The street was lit by a single lamp at the intersection. He found a low-hanging big-leafed bush, yet another rhododendron, and went underneath its canopy to peer out at the street.
A shining black Ford Explorer stood on the far shoulder, directly in front of him, parked the wrong way. Headlights off.
He thought he could see two people in the front seat. Maybe. It was hard to tell. Shadows and raindrops and line of sight.
Exhaust puffed from the tailpipe, so they had heat and defrost. They were just waiting for him and June to drive back out. So why bother getting cold and stiff, limiting their visibility? But he never saw the wipers go. So they had some discipline. If it even was an assault team. If it wasn’t just a pair of teenagers making out, or some guy trying to finish his phone call before going inside to see his kids.

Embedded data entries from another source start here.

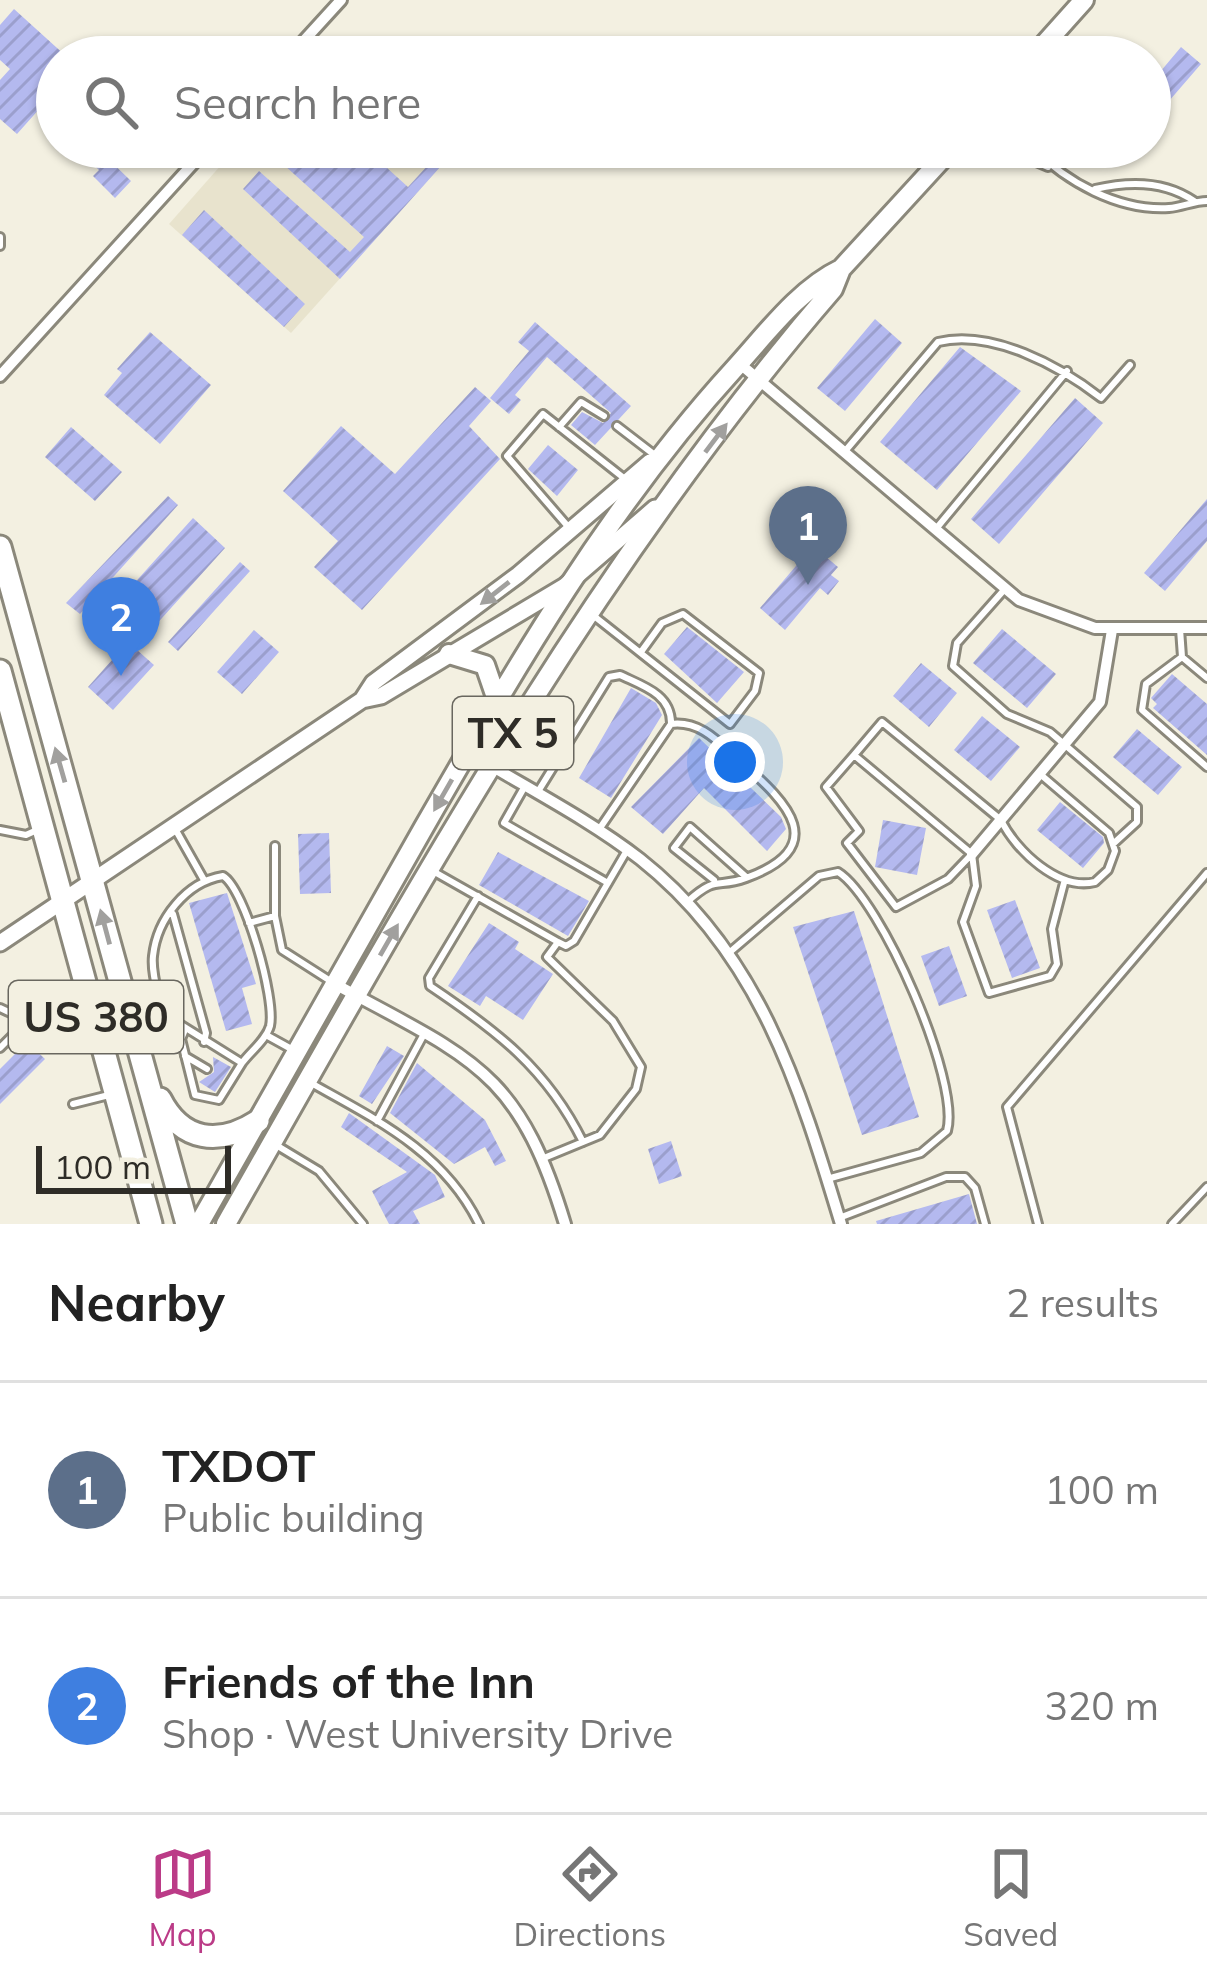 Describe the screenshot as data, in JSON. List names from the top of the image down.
{
  "streets": {
    "highway": ["US 380"],
    "main road": ["TX 5"]
  },
  "scale_bar": "100 m",
  "page": {
    "search": "Search here",
    "pins": ["1", "2"],
    "scale": "100 m",
    "heading": ["Nearby", "2 results"],
    "list": [
      {
        "mark": "1",
        "name": "TXDOT",
        "note": "Public building",
        "value": "100 m"
      },
      {
        "mark": "2",
        "name": "Friends of the Inn",
        "note": "Shop · West University Drive",
        "value": "320 m"
      }
    ],
    "nav": ["Map", "Directions", "Saved"]
  }
} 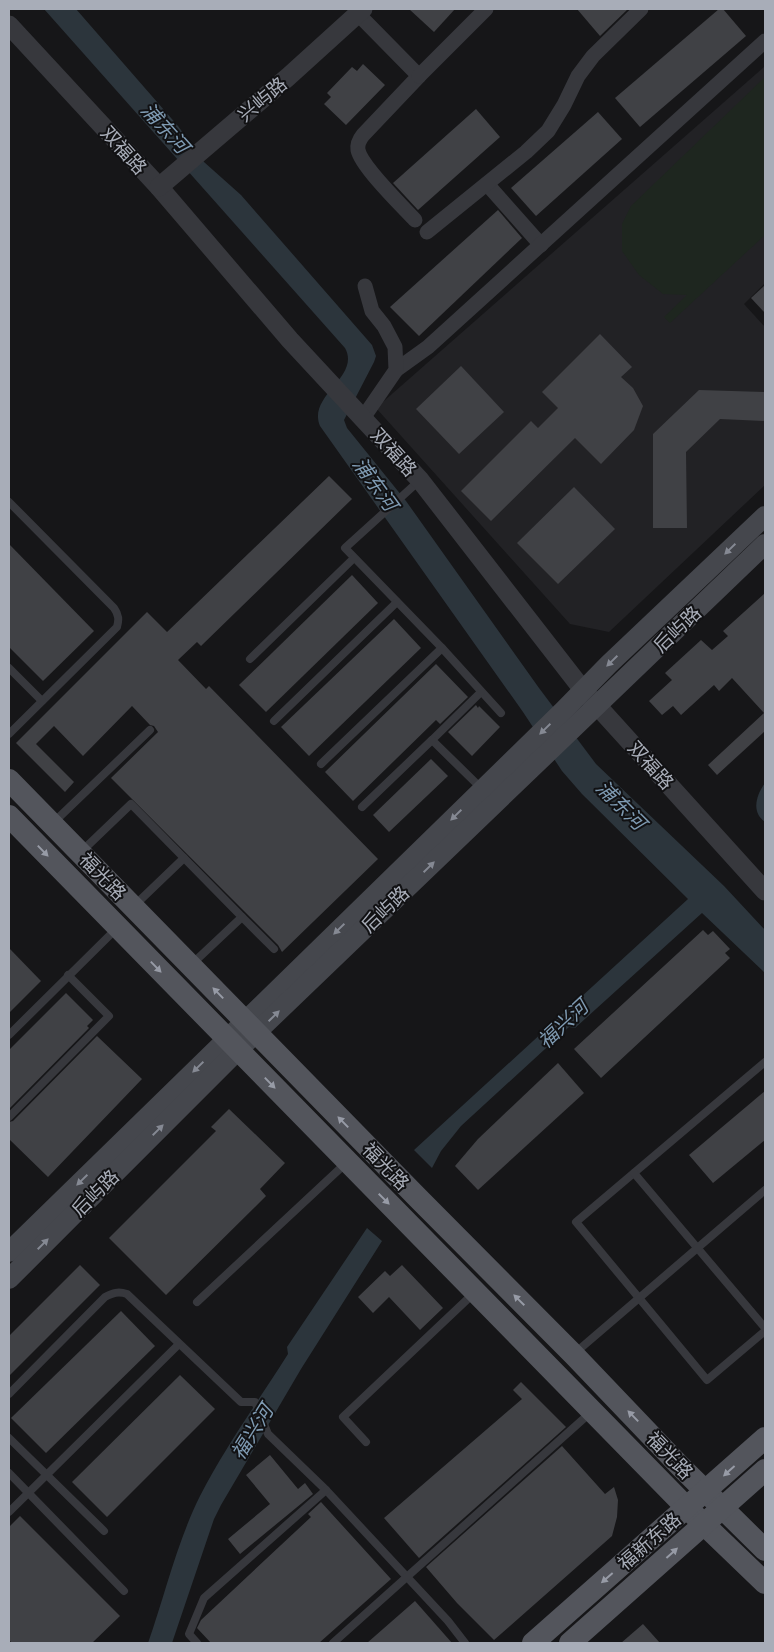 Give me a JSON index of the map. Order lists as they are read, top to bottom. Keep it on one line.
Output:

He’d told June fifteen minutes. He could text her, but he didn’t want to take out his phone, risk the light or the movement. And he’d told her to ignore his phone anyway.
He figured his time was almost up. Time to decide.
He leaned a little farther out. Looked right, down the road. And there it was, about twenty yards past the master sergeant’s gate.
A matching black Explorer.
Headlights out.
The faint haze of exhaust.
He was pretty sure they weren’t both necking teenagers.
What were they waiting for?
He was worried about June. But he didn’t want to light up a pair of cars in a residential neighborhood, either. Collateral damage, he’d seen it happen too many times. He checked the lines of fire. There wasn’t a house directly behind either Explorer, the lots were big and the houses spaced apart. But surely there was a house on the next block, or the block after that.